Woodcraft by George Washington Sears: a public domain guide to wilderness skills from the 19th century that is still amazingly precient in the present day. Works in the public domain are seeing new light because of the widespread offering of free books in electronic form. From Project Gutenberg, Google Books, Internet Archive, Amazon and others, old obscure works are gaining a new audience they never had before.  The iPhone books app also has an easy way of highlighting text, allowing me to highlight passages I wanted to return to. It creates a very easy to use list of these.

The Backpackers Handbook: an interesting contrast to Woodcraft when juxtaposed together. Both writers recommend a backpack weight of 25 pounds for lightweight backpacking. This book is a compendium of wisdom and products for the modern backpacker. This book utilized the Amazon Kindle app. While not as easy for marking text, it still allowed me to mark pages and passages that I wanted to return to later.

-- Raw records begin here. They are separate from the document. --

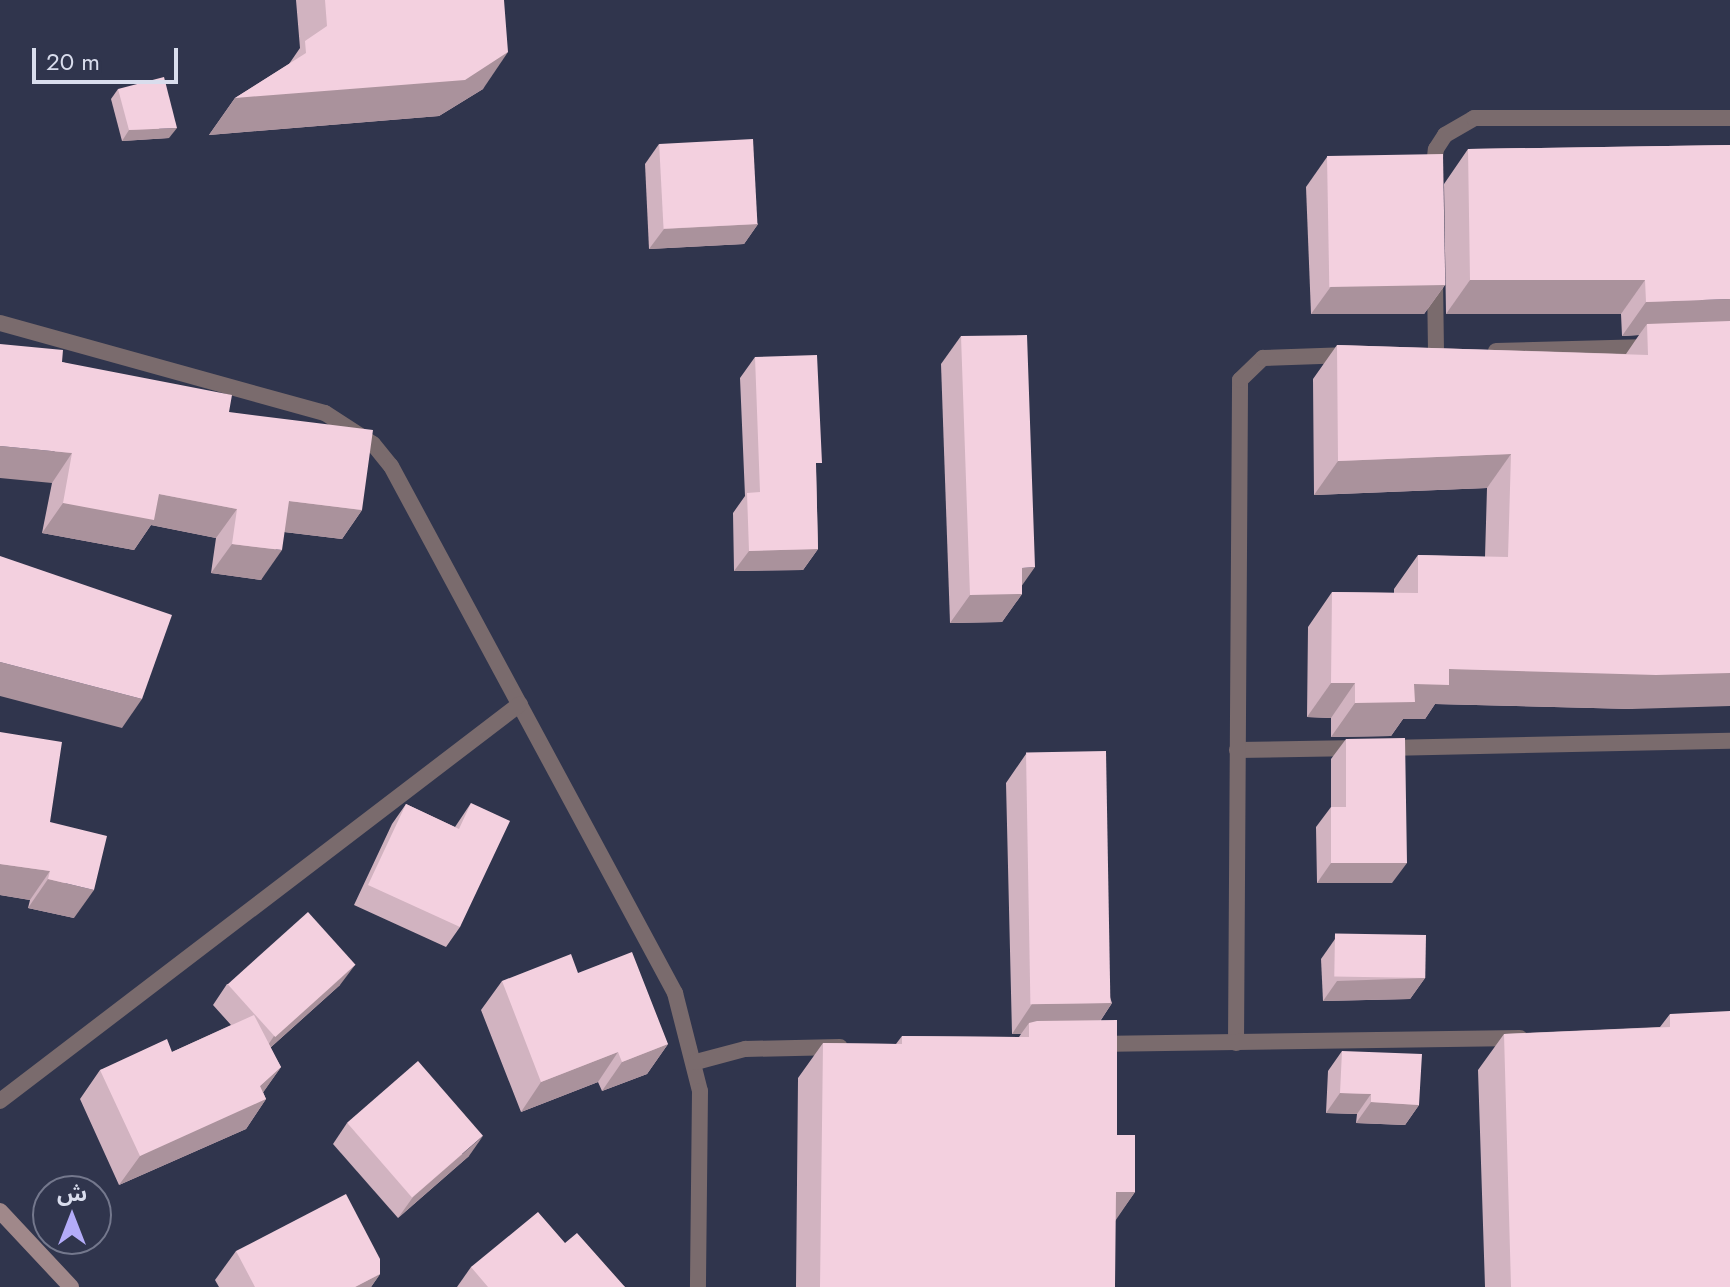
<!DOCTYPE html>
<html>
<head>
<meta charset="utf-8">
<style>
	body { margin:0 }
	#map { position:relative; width:1730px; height:1287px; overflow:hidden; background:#30354d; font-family:Jost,"Noto Sans Arabic",sans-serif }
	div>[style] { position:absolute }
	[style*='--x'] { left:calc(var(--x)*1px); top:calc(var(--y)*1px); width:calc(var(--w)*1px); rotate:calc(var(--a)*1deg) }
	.minor>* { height:16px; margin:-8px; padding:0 8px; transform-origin:8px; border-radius:8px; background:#7a6b6d }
	.secondary>* { height:16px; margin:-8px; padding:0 8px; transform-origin:8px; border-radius:8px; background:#a0888a }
	.wall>* { inset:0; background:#d1b3c0 }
	.shaded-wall>* { inset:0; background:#aa929c }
	.building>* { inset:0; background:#f3d0df; transform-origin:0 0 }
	span { translate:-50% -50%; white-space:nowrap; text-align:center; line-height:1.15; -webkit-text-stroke:8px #30354d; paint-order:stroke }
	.north { position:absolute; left:32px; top:1175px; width:80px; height:80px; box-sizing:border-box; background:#30354d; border:2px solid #74788d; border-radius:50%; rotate:0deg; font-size:22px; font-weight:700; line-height:32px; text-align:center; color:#d9dded }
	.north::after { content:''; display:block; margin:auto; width:28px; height:36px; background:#b4acf9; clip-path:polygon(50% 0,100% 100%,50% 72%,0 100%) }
	.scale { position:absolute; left:32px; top:48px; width:146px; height:36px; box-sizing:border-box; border:4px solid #d9dded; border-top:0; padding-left:10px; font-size:24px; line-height:28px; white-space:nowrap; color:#d9dded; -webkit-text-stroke:6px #30354d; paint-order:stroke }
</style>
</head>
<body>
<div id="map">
	<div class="minor">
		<i style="--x:1433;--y:176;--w:27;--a:-84"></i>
		<i style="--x:1436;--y:149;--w:17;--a:-57"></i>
		<i style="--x:1445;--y:135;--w:34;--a:-30"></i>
		<i style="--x:1474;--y:118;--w:256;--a:0"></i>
		<i style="--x:1435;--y:280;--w:73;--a:89.2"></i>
		<i style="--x:0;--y:323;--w:337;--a:15.5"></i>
		<i style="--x:325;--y:413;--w:57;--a:32.9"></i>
		<i style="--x:373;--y:444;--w:28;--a:51"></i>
		<i style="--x:391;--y:466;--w:599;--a:61.68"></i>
		<i style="--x:675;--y:993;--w:101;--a:75.7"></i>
		<i style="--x:700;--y:1091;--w:196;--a:90.6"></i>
		<i style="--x:1496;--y:351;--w:153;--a:-1.5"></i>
		<i style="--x:1386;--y:748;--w:344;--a:-1.2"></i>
		<i style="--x:1237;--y:750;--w:122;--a:-0.9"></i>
		<i style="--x:1236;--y:1043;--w:663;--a:-89.65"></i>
		<i style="--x:1240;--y:380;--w:32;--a:-44"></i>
		<i style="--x:1263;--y:358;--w:86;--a:-2"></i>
		<i style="--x:1095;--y:1044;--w:425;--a:-0.8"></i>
		<i style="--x:696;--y:1062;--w:51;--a:-14.9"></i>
		<i style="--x:745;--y:1049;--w:95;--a:-1.2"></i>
		<i style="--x:0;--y:1101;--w:654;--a:-37.36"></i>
	</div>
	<div class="secondary">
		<i style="--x:0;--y:1211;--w:104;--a:46.9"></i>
	</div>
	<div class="wall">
		<i style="clip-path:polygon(296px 0,504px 0,483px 89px,439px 116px,209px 135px,235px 98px,289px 64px,300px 48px)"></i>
		<i style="clip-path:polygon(118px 89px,169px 138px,122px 141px,111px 99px)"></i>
		<i style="clip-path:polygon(659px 144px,758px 224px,744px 244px,649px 249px,645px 164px)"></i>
		<i style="clip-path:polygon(1730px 145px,1632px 709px,1435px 704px,1425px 719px,1403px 719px,1391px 736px,1331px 737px,1331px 718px,1307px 717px,1308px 627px,1332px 592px,1394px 593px,1394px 589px,1418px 555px,1485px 557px,1487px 488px,1314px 495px,1313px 379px,1337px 345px,1626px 354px,1639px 335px,1622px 336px,1621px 314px,1446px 314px,1444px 184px,1468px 149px)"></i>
		<i style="clip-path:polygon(1327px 157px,1445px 285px,1424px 314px,1311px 314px,1306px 187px)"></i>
		<i style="clip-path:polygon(961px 336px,1022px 587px,1022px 594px,1002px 622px,950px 623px,941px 364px)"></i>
		<i style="clip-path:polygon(755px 357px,816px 471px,818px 549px,803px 570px,734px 571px,733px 513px,745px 496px,740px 378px)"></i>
		<i style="clip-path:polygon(62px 362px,229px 412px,362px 510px,342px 539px,284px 532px,261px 580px,211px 573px,216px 538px,151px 525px,134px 550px,42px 533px,52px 483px)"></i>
		<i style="clip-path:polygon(0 732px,50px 822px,74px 918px,28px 908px,30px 900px,0 895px)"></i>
		<i style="clip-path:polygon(1346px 739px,1392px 883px,1317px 883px,1316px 827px,1331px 807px,1331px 759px)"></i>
		<i style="clip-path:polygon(1026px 754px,1112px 1003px,1101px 1020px,1117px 1135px,1135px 1192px,1115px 1220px,1115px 1287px,796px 1287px,798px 1078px,823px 1043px,896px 1044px,902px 1036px,1019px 1037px,1021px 1034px,1012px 1034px,1006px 783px)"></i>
		<i style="clip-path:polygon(471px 803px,460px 927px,446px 947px,354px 905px,392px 824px,406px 804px,455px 827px)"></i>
		<i style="clip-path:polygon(1335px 939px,1425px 978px,1410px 999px,1323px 1001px,1321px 959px)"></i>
		<i style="clip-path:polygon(578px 973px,668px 1044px,647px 1074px,602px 1091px,598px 1082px,521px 1112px,481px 1010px,502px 981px)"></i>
		<i style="clip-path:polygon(227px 984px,340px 985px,270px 1048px,281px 1067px,263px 1092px,266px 1099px,246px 1129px,119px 1185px,80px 1099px,100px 1070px,172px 1052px,231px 1025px,213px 1005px)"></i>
		<i style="clip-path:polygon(1670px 1014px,1730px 1287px,1485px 1287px,1478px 1070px,1504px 1034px,1660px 1027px)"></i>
		<i style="clip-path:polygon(1342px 1051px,1419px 1105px,1405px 1125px,1356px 1123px,1357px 1114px,1326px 1113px,1328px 1071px)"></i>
		<i style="clip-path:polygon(347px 1123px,469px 1156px,398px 1218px,333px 1144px)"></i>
		<i style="clip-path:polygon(565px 1243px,625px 1287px,457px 1287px,471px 1267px)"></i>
		<i style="clip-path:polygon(236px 1251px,380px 1274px,371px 1287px,219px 1287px,215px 1280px)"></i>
	</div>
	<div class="shaded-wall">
		<i style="clip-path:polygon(508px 52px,483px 89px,439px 116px,209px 135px,235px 98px)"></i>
		<i style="clip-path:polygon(177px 128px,169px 138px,122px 141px,129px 130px)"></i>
		<i style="clip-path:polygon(758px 224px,744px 244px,649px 249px,664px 229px)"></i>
		<i style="clip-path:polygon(1470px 280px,1645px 280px,1621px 314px,1446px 314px)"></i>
		<i style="clip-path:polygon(1332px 285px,1445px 285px,1424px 314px,1311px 314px)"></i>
		<i style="clip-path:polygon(1730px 299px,1730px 333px,1647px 324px,1639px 335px,1622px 336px,1646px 302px)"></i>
		<i style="clip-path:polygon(0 446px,72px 453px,52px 483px,0 478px)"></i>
		<i style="clip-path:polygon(1511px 454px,1487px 488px,1314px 495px,1338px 461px)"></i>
		<i style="clip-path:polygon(159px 494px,237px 509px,216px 538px,151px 525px,134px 550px,42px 533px,63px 503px)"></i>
		<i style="clip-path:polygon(289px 501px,362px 510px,342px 539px,268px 530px)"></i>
		<i style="clip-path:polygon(232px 544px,282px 550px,261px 580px,211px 573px)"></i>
		<i style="clip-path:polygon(818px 549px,803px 570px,734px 571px,749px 551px)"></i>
		<i style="clip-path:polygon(1035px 567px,1016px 594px,1022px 594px,1002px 622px,950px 623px,970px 595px,1022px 568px)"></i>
		<i style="clip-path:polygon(0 662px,142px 699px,122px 728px,0 696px)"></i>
		<i style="clip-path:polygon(1449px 669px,1730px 673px,1730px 706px,1632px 709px,1435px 704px,1425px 719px,1403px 719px,1391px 736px,1331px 737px,1355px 703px,1414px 684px)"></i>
		<i style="clip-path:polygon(1331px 683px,1355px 683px,1331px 718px,1307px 717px)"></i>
		<i style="clip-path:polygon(1331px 863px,1407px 863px,1392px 883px,1317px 883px)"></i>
		<i style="clip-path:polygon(0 864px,50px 871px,30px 900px,0 895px)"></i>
		<i style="clip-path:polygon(48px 879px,94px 890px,74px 918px,28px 908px)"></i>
		<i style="clip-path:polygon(355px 965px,340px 985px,260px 1057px,274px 1036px)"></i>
		<i style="clip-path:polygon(1425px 978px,1410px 999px,1323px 1001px,1337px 981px)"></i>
		<i style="clip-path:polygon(1112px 1003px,1092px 1033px,1029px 1023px,1021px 1034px,1012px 1034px,1032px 1004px)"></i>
		<i style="clip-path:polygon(668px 1044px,647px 1074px,602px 1091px,622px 1062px)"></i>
		<i style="clip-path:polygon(618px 1052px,598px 1082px,521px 1112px,541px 1082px)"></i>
		<i style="clip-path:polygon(281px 1067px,260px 1097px,266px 1099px,246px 1129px,119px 1185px,140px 1156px,260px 1086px)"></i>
		<i style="clip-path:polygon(1340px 1093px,1371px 1094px,1357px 1114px,1326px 1113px)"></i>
		<i style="clip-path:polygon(1371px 1102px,1419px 1105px,1405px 1125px,1356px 1123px)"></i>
		<i style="clip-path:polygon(483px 1136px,469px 1156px,398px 1218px,413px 1197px)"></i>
		<i style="clip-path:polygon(1116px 1192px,1135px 1192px,1111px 1227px)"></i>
		<i style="clip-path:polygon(380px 1274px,371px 1287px,355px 1287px)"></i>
	</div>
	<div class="building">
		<i style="clip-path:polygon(325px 0,504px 0,508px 52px,465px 80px,235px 98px,306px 53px,305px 41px,327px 26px)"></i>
		<i style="clip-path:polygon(164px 77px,177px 128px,129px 130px,118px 89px)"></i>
		<i style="left:753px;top:139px;width:85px;height:94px;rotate:87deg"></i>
		<i style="clip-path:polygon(1730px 145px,1730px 299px,1646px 302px,1645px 280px,1470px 280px,1468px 149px)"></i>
		<i style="left:1443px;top:154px;width:131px;height:116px;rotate:89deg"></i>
		<i style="clip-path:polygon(1730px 321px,1730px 673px,1656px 675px,1449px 669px,1449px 685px,1414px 684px,1415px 702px,1355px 703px,1355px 683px,1331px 683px,1332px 592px,1418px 593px,1418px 555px,1508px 557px,1511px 454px,1338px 461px,1337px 345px,1648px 355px,1647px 324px)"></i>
		<i style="clip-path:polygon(1027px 335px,1035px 567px,1022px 568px,1022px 594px,970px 595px,961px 336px)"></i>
		<i style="clip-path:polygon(0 344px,63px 350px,62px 362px,232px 395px,229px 412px,373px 430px,362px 510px,289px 501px,282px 550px,232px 544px,237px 509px,159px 494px,154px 520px,63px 503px,72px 453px,0 446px)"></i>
		<i style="clip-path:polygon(817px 355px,822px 463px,816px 463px,818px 549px,749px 551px,747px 493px,760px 492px,755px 357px)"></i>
		<i style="clip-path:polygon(0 556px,172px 615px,142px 699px,0 662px)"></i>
		<i style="clip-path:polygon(0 732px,62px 742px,50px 822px,107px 836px,94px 890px,48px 879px,50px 871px,0 864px)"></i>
		<i style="clip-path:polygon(1405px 738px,1407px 863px,1331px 863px,1331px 807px,1346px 807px,1346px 739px)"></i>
		<i style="left:1106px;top:751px;width:252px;height:80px;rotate:89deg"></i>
		<i style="clip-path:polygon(471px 803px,510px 821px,460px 927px,368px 885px,406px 804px,459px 829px)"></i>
		<i style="left:308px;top:912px;width:71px;height:108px;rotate:48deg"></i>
		<i style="left:1426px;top:935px;width:43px;height:91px;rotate:91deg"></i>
		<i style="clip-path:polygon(632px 952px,668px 1044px,622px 1062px,618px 1052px,541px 1082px,502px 981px,571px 954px,578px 973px)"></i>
		<i style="clip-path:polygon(1730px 1011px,1730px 1287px,1511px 1287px,1504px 1034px,1670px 1027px,1670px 1014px)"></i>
		<i style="clip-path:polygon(254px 1015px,281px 1067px,260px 1086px,266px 1099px,140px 1156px,100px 1070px,167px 1039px,172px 1052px)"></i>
		<i style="clip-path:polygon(1117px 1020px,1117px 1135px,1135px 1135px,1135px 1192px,1116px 1192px,1115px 1287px,820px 1287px,823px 1043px,902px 1044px,902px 1036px,1029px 1037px,1029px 1023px,1037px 1021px)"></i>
		<i style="clip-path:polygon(1342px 1051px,1422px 1054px,1419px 1105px,1371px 1102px,1371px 1094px,1340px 1093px)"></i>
		<i style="left:418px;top:1061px;width:99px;height:94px;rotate:49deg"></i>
		<i style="clip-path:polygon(346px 1194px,380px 1259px,380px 1274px,355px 1287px,255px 1287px,236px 1251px)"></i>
		<i style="clip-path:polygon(538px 1212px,565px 1243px,577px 1233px,625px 1287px,488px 1287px,471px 1267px)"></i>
	</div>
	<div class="north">ش</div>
	<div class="scale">20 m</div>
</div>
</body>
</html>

Sanctus: a paperback thriller in the tradition of Dan Brown that was compelling if not disspointing. When reading thrillers with a historical bent, I like the background of places people and events and especially geography to mirror reality. The authors made up city of Ruin with its mysterious fictitious Citadel, lack of characters reflective of the culture of Southeast Turkey and general disconnection from any real history or place turned me off. I enjoy made up places in the realm of science fiction or fantasy, but not a quasi-historical Dan Brownwesque thriller. One of the great appeals of Dan Brown's fiction is that many of the sites are based in real geography, history and fun speculative pseudo-history.

During the trip, I also listened to two audiobooks.  Country Driving by Peter Hessler in audio while walking was fun. This is one of those quirky travelogues filled with personal vignettes and experiences that puts a very human face on fast changing China. Another juxtaposition lay here as well.  I also started When China Rules the World by Martin Jacques, a heavy handed, generalized look at what the author sees as the emerging realities of a future with China as the leading world power. Although interesting and thought provoking, the book elicits a knee jerk reaction to the "other". If humanity can ever free itself from the propensity for creating real and imagined dichotomies of "us" and "them" and forge an enduring "we", it will emerge from the primordial slime and transcend its earthly limitations. Listening to Country Driving helped to temper the tone of trepidation set by the Jacques book with real stories of people who could just as easily be in New York or Bismarck North Dakota. If we embrace our difference, we will discover how much alike we really are.

All in all, what for many might be an arduous process of travel was smoothed by viewing it through the lens of opportunity. To quote George Washington Sears, writing of the 19th century woods that could be shaped to fit modern air travel: "we do not go into the woods in order to rough it: we go to smooth it".